• _Task to complete_
Exactly reproduce the line that contains "For a GIS import: Transcribe" and all lines after it in the entries below, through the very last line.

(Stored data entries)
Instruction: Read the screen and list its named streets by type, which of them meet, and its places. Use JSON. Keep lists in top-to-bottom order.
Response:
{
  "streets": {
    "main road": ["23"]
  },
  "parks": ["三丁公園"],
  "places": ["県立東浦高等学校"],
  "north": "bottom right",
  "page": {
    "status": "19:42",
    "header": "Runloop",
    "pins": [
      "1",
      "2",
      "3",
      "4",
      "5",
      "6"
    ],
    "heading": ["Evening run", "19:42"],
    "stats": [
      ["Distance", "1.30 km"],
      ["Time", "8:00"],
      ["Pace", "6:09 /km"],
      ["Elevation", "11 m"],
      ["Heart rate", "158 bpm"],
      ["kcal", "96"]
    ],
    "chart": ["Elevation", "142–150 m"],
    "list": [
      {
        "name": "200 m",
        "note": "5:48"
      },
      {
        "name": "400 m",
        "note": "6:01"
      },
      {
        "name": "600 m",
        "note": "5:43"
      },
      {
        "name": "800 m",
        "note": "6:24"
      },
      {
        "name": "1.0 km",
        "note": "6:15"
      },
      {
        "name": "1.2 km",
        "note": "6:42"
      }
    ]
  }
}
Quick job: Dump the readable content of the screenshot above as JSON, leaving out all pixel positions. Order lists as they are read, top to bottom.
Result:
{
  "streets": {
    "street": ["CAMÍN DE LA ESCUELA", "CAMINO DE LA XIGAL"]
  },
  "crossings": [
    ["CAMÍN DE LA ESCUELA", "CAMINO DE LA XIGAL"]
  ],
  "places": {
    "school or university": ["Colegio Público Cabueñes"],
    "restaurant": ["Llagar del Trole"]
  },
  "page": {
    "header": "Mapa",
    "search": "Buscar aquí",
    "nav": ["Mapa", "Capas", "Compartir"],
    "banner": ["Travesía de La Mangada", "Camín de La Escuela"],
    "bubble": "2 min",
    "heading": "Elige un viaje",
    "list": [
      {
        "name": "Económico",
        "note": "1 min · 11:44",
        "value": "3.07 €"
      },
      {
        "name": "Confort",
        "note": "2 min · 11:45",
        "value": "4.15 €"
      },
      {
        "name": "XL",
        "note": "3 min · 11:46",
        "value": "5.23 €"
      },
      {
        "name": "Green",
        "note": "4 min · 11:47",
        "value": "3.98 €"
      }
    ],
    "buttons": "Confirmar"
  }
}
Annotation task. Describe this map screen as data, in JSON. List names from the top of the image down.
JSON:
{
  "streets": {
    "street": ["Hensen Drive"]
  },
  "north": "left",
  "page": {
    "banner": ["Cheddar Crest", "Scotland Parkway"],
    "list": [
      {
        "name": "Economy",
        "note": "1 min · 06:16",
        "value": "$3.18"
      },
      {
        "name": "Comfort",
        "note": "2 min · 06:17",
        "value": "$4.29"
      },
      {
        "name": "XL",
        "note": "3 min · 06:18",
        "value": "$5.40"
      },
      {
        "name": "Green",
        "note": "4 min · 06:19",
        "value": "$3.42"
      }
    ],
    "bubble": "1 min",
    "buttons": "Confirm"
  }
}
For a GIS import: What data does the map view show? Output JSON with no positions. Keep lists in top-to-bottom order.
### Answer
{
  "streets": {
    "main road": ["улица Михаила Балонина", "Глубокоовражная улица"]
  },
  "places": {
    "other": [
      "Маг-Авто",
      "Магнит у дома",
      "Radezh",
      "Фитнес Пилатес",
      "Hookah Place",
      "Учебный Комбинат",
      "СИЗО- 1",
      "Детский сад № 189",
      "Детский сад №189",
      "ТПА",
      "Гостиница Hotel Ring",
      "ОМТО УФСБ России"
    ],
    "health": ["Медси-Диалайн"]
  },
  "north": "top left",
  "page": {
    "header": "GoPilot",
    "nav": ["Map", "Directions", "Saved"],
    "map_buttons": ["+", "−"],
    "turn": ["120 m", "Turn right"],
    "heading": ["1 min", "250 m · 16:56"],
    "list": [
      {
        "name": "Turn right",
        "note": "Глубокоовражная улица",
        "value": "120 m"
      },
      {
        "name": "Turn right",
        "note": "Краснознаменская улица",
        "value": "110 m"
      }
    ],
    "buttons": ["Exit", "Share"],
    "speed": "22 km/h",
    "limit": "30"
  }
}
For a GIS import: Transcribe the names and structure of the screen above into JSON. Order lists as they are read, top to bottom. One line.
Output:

• _Task result_
For a GIS import: Transcribe the names and structure of the screen above into JSON. Order lists as they are read, top to bottom. One line.
Output:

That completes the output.